■ PROVIDED RECORDS
□ □ □ □ □ □ □

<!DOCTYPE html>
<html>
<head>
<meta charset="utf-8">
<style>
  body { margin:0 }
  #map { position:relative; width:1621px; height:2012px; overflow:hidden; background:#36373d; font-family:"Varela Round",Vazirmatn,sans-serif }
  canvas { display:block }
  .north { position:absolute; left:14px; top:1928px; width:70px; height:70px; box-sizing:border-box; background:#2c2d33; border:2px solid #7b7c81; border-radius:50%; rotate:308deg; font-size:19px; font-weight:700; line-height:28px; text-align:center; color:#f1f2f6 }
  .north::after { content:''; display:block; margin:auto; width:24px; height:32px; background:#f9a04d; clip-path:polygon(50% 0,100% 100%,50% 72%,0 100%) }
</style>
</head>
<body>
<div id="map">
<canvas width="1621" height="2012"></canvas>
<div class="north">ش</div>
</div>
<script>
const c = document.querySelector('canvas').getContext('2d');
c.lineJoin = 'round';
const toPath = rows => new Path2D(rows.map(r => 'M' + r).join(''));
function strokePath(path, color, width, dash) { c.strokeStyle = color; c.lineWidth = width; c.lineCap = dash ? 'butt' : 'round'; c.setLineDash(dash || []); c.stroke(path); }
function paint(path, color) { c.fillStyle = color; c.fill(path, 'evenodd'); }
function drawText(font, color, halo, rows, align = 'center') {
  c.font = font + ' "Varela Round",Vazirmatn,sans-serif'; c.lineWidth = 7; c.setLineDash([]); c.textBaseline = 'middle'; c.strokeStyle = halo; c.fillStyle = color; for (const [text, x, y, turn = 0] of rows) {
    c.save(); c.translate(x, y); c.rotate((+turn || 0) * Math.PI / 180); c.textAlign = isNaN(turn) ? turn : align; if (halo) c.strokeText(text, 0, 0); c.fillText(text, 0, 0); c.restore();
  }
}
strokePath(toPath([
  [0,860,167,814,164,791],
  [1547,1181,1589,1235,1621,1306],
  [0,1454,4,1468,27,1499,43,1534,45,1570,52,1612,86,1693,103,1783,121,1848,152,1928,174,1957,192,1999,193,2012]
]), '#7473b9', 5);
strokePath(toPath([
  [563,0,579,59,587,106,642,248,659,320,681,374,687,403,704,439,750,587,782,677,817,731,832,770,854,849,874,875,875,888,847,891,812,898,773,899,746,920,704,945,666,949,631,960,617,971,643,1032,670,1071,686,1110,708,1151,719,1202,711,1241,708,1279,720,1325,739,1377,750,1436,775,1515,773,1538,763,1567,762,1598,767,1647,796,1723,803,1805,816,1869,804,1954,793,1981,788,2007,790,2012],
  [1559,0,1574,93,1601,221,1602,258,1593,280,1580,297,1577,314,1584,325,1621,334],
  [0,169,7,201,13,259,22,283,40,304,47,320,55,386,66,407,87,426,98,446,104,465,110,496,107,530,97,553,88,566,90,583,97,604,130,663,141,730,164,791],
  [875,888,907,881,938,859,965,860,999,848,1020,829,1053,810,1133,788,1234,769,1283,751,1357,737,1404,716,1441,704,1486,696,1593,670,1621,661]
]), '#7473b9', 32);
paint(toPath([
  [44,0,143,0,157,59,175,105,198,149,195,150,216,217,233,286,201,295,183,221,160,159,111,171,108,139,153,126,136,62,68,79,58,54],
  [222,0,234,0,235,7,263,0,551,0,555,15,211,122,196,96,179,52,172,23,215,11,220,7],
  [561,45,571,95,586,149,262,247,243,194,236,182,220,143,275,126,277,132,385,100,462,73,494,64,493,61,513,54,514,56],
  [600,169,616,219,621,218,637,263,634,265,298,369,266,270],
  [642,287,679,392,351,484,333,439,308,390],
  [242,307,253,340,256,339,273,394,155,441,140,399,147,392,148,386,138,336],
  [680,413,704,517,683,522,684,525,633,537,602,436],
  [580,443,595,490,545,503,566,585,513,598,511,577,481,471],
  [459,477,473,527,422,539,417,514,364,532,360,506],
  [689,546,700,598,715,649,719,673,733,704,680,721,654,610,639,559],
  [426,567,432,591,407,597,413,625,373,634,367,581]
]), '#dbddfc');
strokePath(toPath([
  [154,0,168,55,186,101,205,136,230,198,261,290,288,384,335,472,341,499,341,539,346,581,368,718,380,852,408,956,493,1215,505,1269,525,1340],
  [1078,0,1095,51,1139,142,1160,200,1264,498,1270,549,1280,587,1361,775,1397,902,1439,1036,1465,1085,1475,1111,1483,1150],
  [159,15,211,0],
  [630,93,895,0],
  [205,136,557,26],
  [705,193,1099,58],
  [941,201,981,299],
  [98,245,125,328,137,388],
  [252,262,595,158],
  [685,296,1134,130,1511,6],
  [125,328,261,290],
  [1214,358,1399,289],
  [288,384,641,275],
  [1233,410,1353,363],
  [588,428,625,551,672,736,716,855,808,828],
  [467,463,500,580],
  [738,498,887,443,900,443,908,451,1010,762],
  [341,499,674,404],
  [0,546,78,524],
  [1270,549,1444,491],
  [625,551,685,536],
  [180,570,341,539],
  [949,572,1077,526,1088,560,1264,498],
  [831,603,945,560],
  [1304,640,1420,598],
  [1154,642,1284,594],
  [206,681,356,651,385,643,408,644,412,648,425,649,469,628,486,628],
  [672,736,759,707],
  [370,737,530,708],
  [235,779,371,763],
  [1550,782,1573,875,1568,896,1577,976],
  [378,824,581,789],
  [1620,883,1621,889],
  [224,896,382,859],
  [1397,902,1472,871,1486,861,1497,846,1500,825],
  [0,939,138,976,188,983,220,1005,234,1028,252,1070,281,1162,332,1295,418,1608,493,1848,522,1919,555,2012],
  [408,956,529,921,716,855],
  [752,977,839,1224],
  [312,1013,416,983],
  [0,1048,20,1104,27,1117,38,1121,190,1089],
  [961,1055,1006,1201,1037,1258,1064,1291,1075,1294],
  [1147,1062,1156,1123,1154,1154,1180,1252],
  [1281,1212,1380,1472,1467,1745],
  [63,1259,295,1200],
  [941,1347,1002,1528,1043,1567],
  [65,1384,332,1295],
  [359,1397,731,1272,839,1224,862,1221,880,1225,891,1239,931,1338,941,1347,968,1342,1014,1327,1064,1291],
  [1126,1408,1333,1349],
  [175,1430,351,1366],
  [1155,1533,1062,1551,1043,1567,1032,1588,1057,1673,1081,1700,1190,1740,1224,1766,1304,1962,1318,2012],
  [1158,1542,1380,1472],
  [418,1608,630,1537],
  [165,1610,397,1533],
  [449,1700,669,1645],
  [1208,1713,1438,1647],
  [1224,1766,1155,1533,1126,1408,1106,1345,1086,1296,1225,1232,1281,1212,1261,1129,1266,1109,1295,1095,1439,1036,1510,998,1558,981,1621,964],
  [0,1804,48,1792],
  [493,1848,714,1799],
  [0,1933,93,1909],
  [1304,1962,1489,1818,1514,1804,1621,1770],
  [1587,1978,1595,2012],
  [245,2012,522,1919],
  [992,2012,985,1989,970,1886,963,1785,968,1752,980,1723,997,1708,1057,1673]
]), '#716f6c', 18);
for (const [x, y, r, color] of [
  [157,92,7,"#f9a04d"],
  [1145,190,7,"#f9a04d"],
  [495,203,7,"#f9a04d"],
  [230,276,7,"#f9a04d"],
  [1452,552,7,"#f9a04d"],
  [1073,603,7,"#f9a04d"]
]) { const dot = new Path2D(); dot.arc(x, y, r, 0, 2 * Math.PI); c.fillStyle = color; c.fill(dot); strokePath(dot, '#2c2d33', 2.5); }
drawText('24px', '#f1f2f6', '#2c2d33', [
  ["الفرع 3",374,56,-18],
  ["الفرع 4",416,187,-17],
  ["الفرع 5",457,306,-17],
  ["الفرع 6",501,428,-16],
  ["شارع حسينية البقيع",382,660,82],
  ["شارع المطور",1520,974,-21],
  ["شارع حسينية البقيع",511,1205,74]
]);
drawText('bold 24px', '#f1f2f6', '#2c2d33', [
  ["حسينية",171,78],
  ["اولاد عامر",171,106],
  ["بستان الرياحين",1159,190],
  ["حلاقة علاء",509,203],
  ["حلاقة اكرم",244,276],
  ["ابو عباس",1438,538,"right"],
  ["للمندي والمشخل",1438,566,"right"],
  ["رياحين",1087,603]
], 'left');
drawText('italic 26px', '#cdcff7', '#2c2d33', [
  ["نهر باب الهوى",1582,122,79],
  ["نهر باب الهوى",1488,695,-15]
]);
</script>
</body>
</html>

□ □ □ □ □ □ □

■ TASK REQUIREMENTS
Please copy all lines of the listing in which the string "lineWidth" occurs.

■ EXERCISE RESPONSE
function strokePath(path, color, width, dash) { c.strokeStyle = color; c.lineWidth = width; c.lineCap = dash ? 'butt' : 'round'; c.setLineDash(dash || []); c.stroke(path); }
  c.font = font + ' "Varela Round",Vazirmatn,sans-serif'; c.lineWidth = 7; c.setLineDash([]); c.textBaseline = 'middle'; c.strokeStyle = halo; c.fillStyle = color; for (const [text, x, y, turn = 0] of rows) {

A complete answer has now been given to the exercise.